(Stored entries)

+---+

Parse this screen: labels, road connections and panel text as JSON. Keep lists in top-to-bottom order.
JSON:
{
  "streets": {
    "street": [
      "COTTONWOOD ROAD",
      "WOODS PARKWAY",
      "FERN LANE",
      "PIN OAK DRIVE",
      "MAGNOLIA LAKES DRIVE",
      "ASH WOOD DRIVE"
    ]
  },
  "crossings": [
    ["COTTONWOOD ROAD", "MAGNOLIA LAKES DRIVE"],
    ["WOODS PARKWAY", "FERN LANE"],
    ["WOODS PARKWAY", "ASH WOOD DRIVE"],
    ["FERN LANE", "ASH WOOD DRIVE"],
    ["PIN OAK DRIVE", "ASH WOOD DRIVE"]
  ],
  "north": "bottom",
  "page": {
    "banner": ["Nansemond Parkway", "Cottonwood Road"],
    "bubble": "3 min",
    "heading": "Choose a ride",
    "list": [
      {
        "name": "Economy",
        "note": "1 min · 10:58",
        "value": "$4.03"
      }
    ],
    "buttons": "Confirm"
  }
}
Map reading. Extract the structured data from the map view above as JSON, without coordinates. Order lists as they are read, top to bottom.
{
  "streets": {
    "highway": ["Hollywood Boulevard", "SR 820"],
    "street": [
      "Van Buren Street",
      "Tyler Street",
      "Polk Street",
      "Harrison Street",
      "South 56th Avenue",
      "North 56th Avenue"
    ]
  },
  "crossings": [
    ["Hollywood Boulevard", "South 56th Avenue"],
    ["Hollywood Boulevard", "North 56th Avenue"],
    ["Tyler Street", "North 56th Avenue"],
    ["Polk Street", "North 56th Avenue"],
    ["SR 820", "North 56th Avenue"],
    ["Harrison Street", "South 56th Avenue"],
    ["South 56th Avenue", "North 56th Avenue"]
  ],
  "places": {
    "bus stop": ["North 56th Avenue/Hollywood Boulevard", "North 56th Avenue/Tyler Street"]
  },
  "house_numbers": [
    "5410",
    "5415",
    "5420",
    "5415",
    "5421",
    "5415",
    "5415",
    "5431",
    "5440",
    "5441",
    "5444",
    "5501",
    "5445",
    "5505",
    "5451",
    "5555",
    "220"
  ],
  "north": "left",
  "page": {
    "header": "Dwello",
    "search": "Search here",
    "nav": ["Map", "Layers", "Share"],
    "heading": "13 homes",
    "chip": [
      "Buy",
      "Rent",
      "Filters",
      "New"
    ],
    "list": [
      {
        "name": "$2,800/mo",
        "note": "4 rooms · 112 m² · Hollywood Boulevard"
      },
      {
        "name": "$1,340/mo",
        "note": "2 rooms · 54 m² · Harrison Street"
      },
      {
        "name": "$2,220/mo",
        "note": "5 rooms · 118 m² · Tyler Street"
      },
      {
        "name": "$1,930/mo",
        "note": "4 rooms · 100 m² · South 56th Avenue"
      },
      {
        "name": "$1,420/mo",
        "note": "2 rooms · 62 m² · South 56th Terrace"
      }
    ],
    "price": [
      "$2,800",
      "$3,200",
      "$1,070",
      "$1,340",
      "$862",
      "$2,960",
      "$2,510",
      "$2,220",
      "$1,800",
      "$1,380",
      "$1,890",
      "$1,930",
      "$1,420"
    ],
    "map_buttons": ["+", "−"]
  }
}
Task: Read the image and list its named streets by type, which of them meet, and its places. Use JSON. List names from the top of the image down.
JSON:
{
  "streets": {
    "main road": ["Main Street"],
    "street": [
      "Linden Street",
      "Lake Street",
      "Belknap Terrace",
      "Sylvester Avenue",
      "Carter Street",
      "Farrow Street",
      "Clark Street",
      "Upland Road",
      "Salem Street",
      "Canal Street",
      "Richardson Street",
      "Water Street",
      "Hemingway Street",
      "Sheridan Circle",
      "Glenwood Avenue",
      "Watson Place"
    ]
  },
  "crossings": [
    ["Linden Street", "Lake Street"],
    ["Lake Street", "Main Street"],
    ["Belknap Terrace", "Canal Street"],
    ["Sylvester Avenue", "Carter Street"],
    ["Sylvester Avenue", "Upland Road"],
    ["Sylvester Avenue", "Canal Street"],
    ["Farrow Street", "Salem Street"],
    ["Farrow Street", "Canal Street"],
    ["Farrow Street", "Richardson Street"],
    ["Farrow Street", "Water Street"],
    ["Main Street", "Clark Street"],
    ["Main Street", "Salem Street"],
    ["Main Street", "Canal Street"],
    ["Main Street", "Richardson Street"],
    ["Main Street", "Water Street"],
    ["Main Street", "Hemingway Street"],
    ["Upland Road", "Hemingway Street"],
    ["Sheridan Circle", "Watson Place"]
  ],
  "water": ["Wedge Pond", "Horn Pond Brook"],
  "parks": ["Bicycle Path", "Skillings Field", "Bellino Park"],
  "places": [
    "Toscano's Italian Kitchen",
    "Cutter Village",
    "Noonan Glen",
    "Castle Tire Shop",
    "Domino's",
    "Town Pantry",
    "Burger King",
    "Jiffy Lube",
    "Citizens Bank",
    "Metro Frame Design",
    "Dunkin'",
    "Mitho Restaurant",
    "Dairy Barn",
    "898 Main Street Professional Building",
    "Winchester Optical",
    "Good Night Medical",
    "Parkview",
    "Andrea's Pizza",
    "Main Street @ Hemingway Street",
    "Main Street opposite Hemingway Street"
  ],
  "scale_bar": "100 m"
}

+---+

YOUR INSTRUCTIONS:
Count the lines of the entries that hold the string "Circle", then state that number and nothing more.

RESPONSE TO THE TASK:
2